Vijf redenen waarom ik de overstap maakte.

  1. Ik haat OpenOffice. Geweldig hoor, het hele idee van open source software; ben er een warm voorstander van. Maar OpenOffice is lelijk, zo simpel is het. En buggy bovendien. Als ik een presentatie maak, opsla en die wat later weer open, verwacht ik dat-ie er precies zo uitzie als de laatste keer dat ik ernaar keek. Maar ik was soms een half uur of langer bezig om een en ander te herstellen tot het weer naar mijn zin was. Misschien had het te maken met het feit dat ik omwille van de uitwisselbaarheid mijn bestanden opsloeg in Powerpoint-formaat; maar hoe dan ook, een paar exercities als deze waren voldoende om mij te doen terugverlangen naar Microsoft…
  2. GIMP. Er schijnen mensen te zijn die er prettig mee kunnen werken, maar jezus… ik vind het een van de meest gebruiksonvriendelijke stukken software die ik ooit ben tegengekomen. Ik deed in die tijd behoorlijk wat werk aan het ontwikkelen van websites; de ontwerpen krijg je meestal in Photoshop formaat aangeleverd. Als je genoegen neemt met het platte formaat, kun je dat prima uitlezen in GIMP, maar wil je wat meer gedetailleerde informatie over de verschillende lagen in het ontwerp – ik kon het er in ieder geval niet uitkrijgen. Geldt eigenlijk ook voor Inkscape, het andere belangrijke stukje grafische software.

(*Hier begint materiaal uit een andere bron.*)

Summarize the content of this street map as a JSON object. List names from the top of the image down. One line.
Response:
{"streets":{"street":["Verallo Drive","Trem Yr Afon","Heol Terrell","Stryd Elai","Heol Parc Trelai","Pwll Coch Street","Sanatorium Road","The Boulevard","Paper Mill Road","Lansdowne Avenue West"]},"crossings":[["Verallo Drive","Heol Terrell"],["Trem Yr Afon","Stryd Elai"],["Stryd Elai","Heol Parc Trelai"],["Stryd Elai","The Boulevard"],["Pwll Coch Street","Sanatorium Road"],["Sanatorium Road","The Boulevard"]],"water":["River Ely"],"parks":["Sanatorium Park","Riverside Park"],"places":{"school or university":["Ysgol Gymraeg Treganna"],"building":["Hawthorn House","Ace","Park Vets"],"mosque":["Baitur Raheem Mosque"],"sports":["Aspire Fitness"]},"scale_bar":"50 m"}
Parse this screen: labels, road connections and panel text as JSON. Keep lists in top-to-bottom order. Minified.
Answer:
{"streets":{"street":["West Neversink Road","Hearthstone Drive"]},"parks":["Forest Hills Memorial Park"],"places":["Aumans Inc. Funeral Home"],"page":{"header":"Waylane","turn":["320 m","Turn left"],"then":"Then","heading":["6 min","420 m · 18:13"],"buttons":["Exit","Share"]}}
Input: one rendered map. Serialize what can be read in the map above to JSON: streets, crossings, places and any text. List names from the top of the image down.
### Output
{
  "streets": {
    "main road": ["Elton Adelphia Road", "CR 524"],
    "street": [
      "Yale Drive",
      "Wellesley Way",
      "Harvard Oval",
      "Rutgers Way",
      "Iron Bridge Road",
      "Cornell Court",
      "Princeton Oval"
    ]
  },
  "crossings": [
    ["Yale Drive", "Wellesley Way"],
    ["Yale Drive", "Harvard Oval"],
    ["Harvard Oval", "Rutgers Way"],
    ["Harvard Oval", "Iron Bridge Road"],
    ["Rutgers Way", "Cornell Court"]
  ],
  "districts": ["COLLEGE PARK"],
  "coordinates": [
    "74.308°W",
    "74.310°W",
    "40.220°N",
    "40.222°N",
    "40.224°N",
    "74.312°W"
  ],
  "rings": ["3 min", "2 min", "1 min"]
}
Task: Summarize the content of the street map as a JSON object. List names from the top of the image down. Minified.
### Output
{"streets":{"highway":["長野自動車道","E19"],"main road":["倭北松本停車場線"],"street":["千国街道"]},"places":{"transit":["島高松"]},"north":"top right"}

  3. Synchronisatie met mijn Nokia. Absolute ramp. Via Evolution – dat kan, maar alleen als je er een Google-account aan vastmaakt. Via die omweg slaagde ik er uiteindelijk in om afspraken van mijn PDA naar mijn pc te krijgen, en andersom.
  4. Algehele gebruiksvriendelijkheid. Ik beschouw mezelf niet als een complete digibeet; er zijn weinig computerproblemen die ik niet zelf kan oplossen, maar de foutmeldingen en bugs waarin ik bij Ubuntu soms tegenaan liep, gingen mijn pet te boven.
  5. Het gevoel. Aan de ene kant fantastisch, dat je erin slaagt om productief te worden met uitsluitend open source software. Politiek lekker, goedkoop bovendien. Maar aan de andere kant: computergebruik moet ook gewoon een beetje prettig zijn. Voor het oog, en voor de handen. Je zit per slot van rekening een groot deel van de dag achter dat ding. Windows 7 maakt dat ik het computergebruik minder als werk ervaar, en meer als een prettige bezigheid. Ik hoef minder na te denken over de processen achter de schermen. Windows 7, in tegenstelling tot Vista, neemt dat denkwerk van me over – alles doet het gewoon, lekker snel. En het ziet er mooi uit.
Blijf ik nou altijd bij Windows? Mezelf kennende zal ik over een paar maanden wel weer een nieuwe poging wagen met Ubuntu. Maar voorlopig alleen in een virtuele zandbak. Om permanent in te werken – even niet meer, dank je.